Das brasilianische Trauma vor dem 7:1

  16 Juli 2020    Gelesen: 851
  Das brasilianische Trauma vor dem 7:1

Vor genau 70 Jahren steht Brasilien unmittelbar vor dem ersten WM-Triumph. Die Reden und Artikel sind schon vorgeschrieben. Doch das kleine Uruguay schafft das Unmögliche, besiegt die fußballerische Übermacht - und verwandelt die große Party im Maracana-Tempel zur nationalen Tragödie.

Sein Meisterwerk fasste Alcides Ghiggia gerne in einen simplen Satz: "Nur drei Personen brachten das Maracana zum Schweigen: Papst Johannes Paul II., Frank Sinatra und ich." Sein Tor am 16. Juli 1950 schenkte Uruguay den zweiten WM-Titel, warf lähmendes Entsetzen über die zuvor feiernde Fußballarena - und stürzte ganz Brasilien in Depression.

"Maracanazo" nennt das kleine Volk am Rio de La Plata stolz das Wunder von Rio de Janeiro. Der Sieg eines Underdogs gegen den haushohen Favoriten in dessen Territorium. Wie der EM-Triumph von Otto Rehhagels Griechen 2004 gegen Gastgeber Portugal.

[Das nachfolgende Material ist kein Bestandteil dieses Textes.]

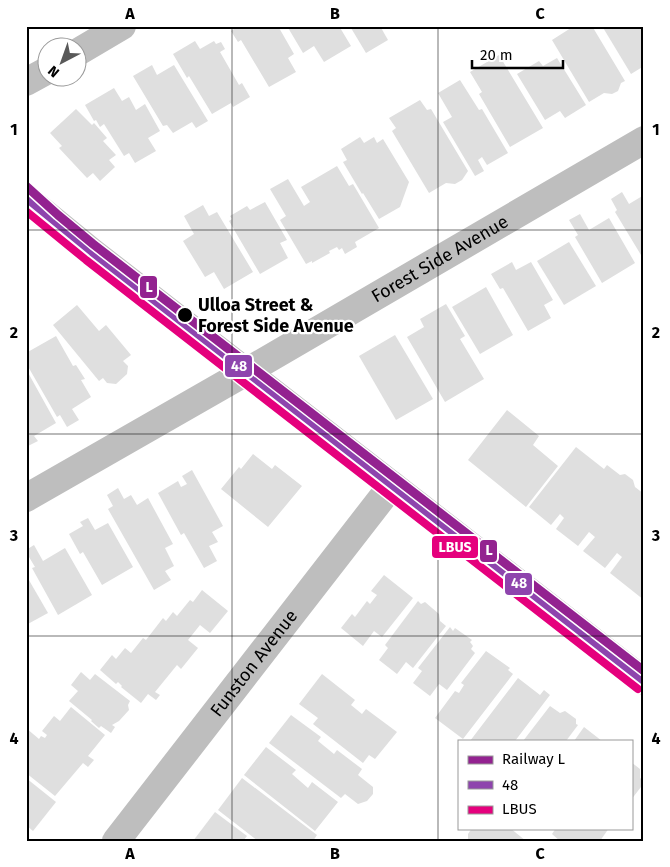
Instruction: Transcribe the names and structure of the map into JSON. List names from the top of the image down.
{
  "streets": {
    "street": ["Forest Side Avenue", "Funston Avenue"]
  },
  "places": ["Ulloa Street & Forest Side Avenue"],
  "lines": ["rail line L", "transit line 48", "transit line LBUS"],
  "legend": ["Railway L", "48", "LBUS"],
  "scale_bar": "20 m",
  "north": "bottom left",
  "grid": {
    "columns": ["A", "B", "C"],
    "rows": [
      "1",
      "2",
      "3",
      "4"
    ]
  }
}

Vor 70 Jahren schien eine "Uru"-Niederlage gar unabwendbar. Brasilien hatte in der Vierer-Finalrunde Schweden (7:1) und Spanien (6:1) abgefertigt, Uruguay sich mit einem Remis gegen die Iberer (2:2) und nur dank zweier später Treffer gegen die Skandinavier (3:2) gerade mal theoretisch die Chance auf den WM-Triumph gewahrt. Und so strömten zum finalen Duell offiziell 173.850 Zuschauer plus zigtausende ungezählter Fans in die exakt einen Monat zuvor eingeweihte, futuristisch anmutende Betonschüssel. Viele hielten die Abendausgabe der "A Noite" in der Hand, mit einem Mannschaftsfoto der Selecao und dem Titel: "Das sind die Weltmeister."

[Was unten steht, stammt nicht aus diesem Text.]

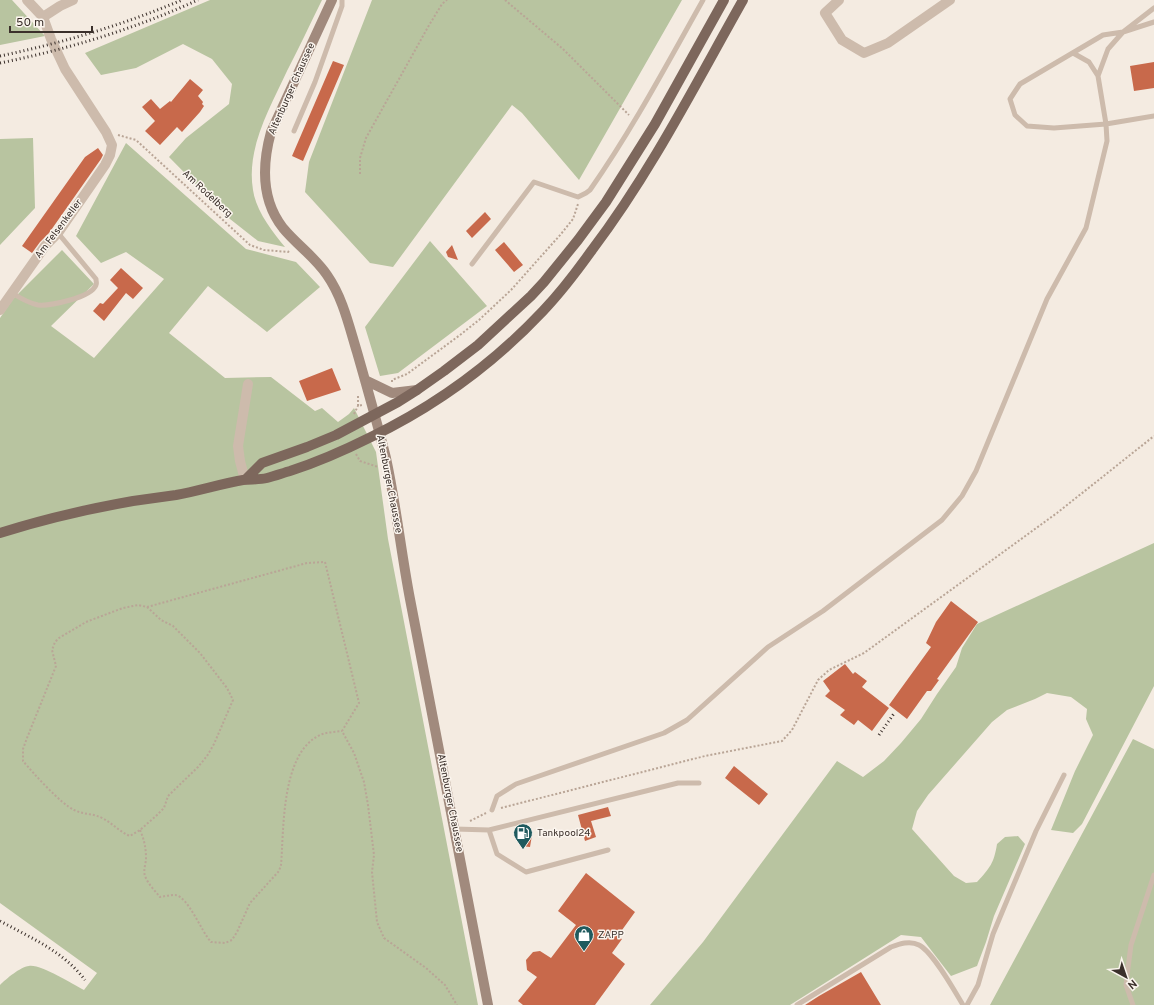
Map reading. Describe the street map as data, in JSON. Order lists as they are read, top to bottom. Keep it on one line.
{"streets":{"main road":["Altenburger Chaussee"],"street":["Am Felsenkeller"],"path":["Am Rodelberg"]},"crossings":[["Altenburger Chaussee","Am Rodelberg"],["Am Rodelberg","Am Felsenkeller"]],"places":{"fuel station":["Tankpool24"],"shop":["ZAPP"]},"scale_bar":"50 m","north":"bottom right"}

Es war Wahljahr in Brasilien. Rios Bürgermeister Mendes de Morais richtete seine Final-Ansprache pathetisch an "euch, Brasilianer, die ich schon als Sieger begrüße". Während Europa erst langsam aus den Ruinen des Zweiten Weltkrieges auferstand, war unter dem Cristo Redentor in zwei Jahren kühn das damals größte Stadion der Welt erbaut worden.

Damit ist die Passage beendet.